Exercise goal → Lines of the listing that contain "north" need to be copied.

*** Data provided ***

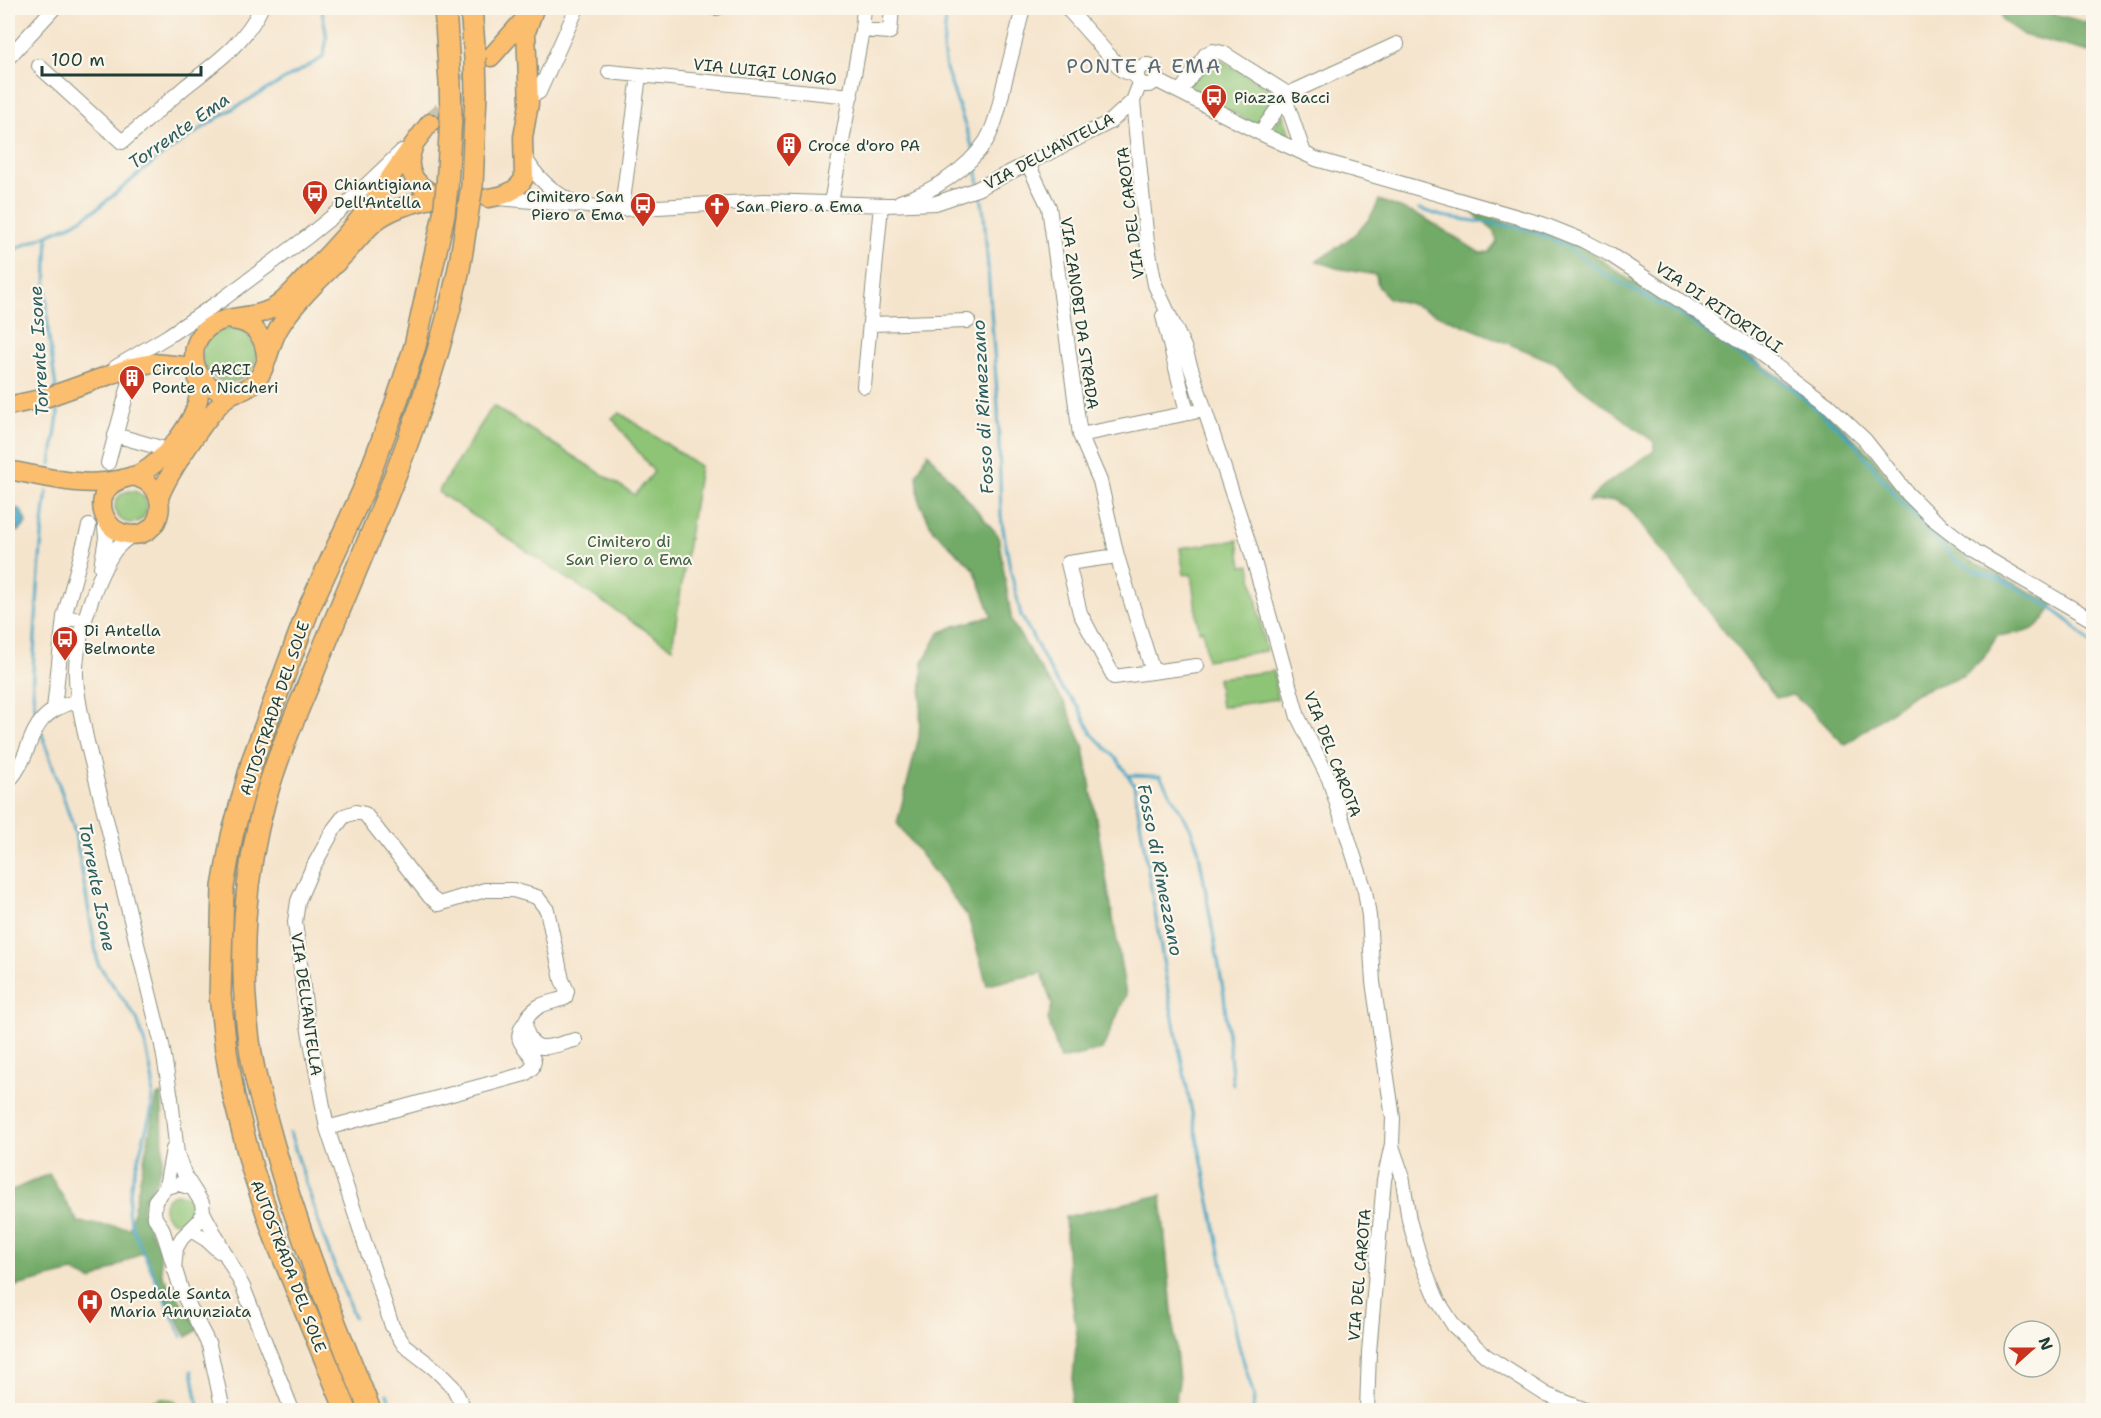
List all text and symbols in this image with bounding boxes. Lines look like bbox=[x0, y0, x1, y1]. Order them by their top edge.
scale bar bbox=[42, 39, 201, 77]
text: 100 m bbox=[51, 48, 105, 72]
district label: PONTE A EMA bbox=[1066, 53, 1222, 79]
street label: VIA LUIGI LONGO bbox=[692, 54, 838, 89]
bus stop icon: Piazza Bacci bbox=[1199, 82, 1229, 120]
water label: Torrente Ema bbox=[124, 87, 234, 175]
place label: Piazza Bacci bbox=[1234, 87, 1330, 108]
street label: VIA DELL'ANTELLA bbox=[980, 108, 1118, 195]
building icon: Croce d'oro PA bbox=[774, 130, 804, 168]
place label: Croce d'oro PA bbox=[808, 135, 920, 156]
street label: VIA DEL CAROTA bbox=[1112, 146, 1149, 280]
place label: Chiantigiana Dell'Antella bbox=[334, 174, 432, 213]
bus stop icon: Chiantigiana Dell'Antella bbox=[300, 178, 330, 216]
place label: Cimitero San Piero a Ema bbox=[526, 186, 624, 225]
bus stop icon: Cimitero San Piero a Ema bbox=[628, 190, 658, 228]
church icon: San Piero a Ema bbox=[702, 191, 732, 229]
place label: San Piero a Ema bbox=[736, 196, 863, 217]
street label: VIA ZANOBI DA STRADA bbox=[1056, 215, 1103, 411]
street label: VIA DI RITORTOLI bbox=[1651, 257, 1787, 358]
water label: Torrente Isone bbox=[24, 285, 54, 417]
water label: Fosso di Rimezzano bbox=[966, 319, 1000, 495]
place label: Circolo ARCI Ponte a Niccheri bbox=[152, 359, 279, 398]
building icon: Circolo ARCI Ponte a Niccheri bbox=[117, 363, 147, 401]
park label: Cimitero di San Piero a Ema bbox=[566, 531, 692, 570]
street label: AUTOSTRADA DEL SOLE bbox=[235, 618, 314, 798]
place label: Di Antella Belmonte bbox=[84, 620, 161, 659]
bus stop icon: Di Antella Belmonte bbox=[50, 624, 80, 662]
street label: VIA DEL CAROTA bbox=[1299, 688, 1366, 820]
water label: Fosso di Rimezzano bbox=[1132, 782, 1188, 958]
water label: Torrente Isone bbox=[73, 821, 121, 953]
street label: VIA DELL'ANTELLA bbox=[286, 931, 327, 1077]
street label: AUTOSTRADA DEL SOLE bbox=[246, 1177, 331, 1355]
street label: VIA DEL CAROTA bbox=[1343, 1208, 1376, 1342]
place label: Ospedale Santa Maria Annunziata bbox=[110, 1283, 251, 1322]
hospital icon: Ospedale Santa Maria Annunziata bbox=[75, 1287, 105, 1325]
north arrow bbox=[2002, 1319, 2062, 1379]
text: N bbox=[2033, 1334, 2058, 1353]

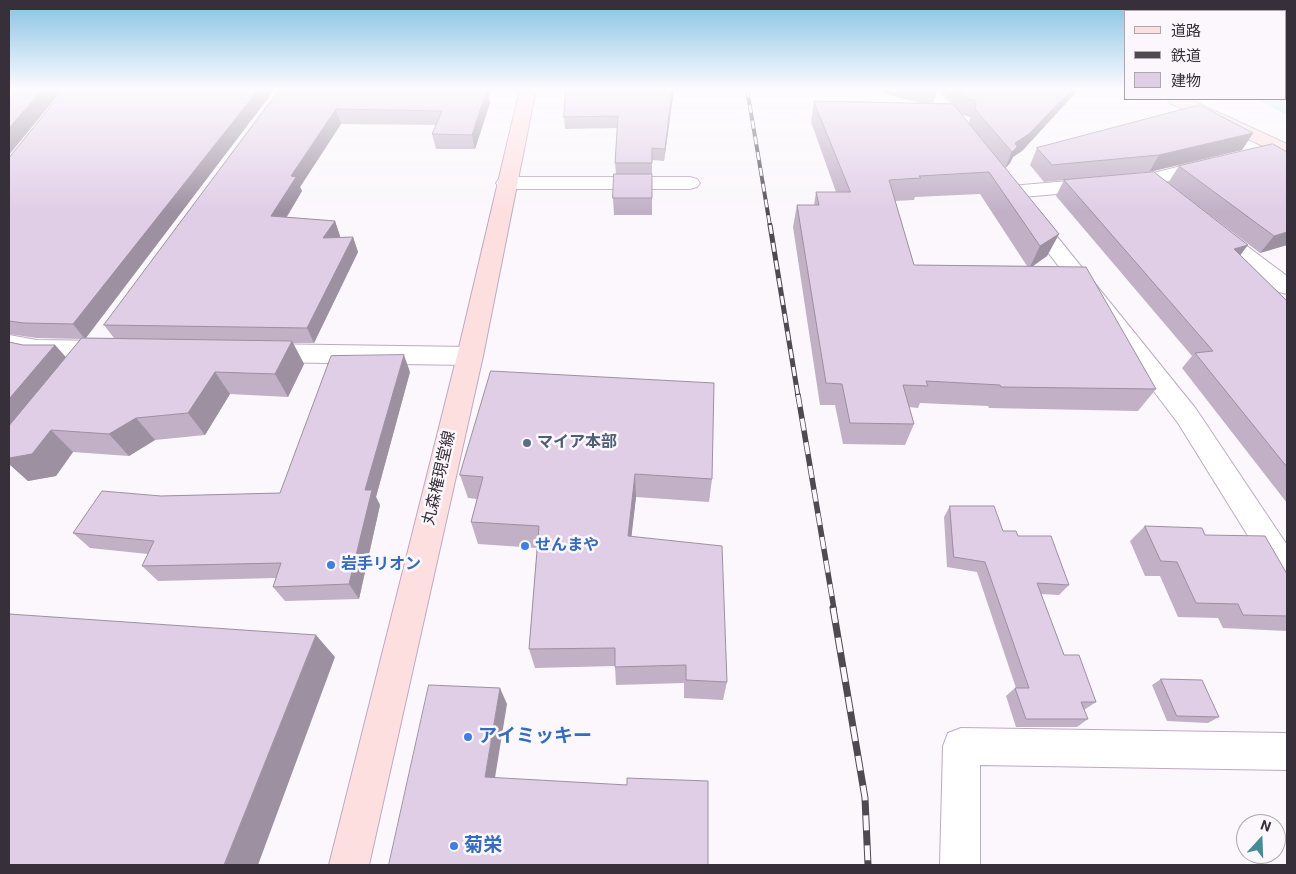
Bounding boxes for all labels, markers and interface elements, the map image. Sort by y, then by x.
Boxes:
legend [1124,10,1286,100]
text: 道路 [1171,22,1201,40]
text: 鉄道 [1171,47,1201,65]
text: 建物 [1171,72,1201,90]
street label: 丸森権現堂線 [420,429,460,527]
place label: マイア本部 [537,433,617,453]
marker: マイア本部 [521,437,533,449]
place label: せんまや [535,536,599,556]
marker: せんまや [519,540,531,552]
place label: 岩手リオン [341,555,421,575]
marker: 岩手リオン [325,559,337,571]
place label: アイミッキー [478,726,592,748]
marker: アイミッキー [462,731,474,743]
north arrow [1236,814,1286,864]
text: N [1258,817,1273,835]
place label: 菊栄 [464,835,502,857]
marker: 菊栄 [448,840,460,852]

*** End of Data provided ***

Exercise result →
north arrow bbox=[2002, 1319, 2062, 1379]
north arrow [1236,814,1286,864]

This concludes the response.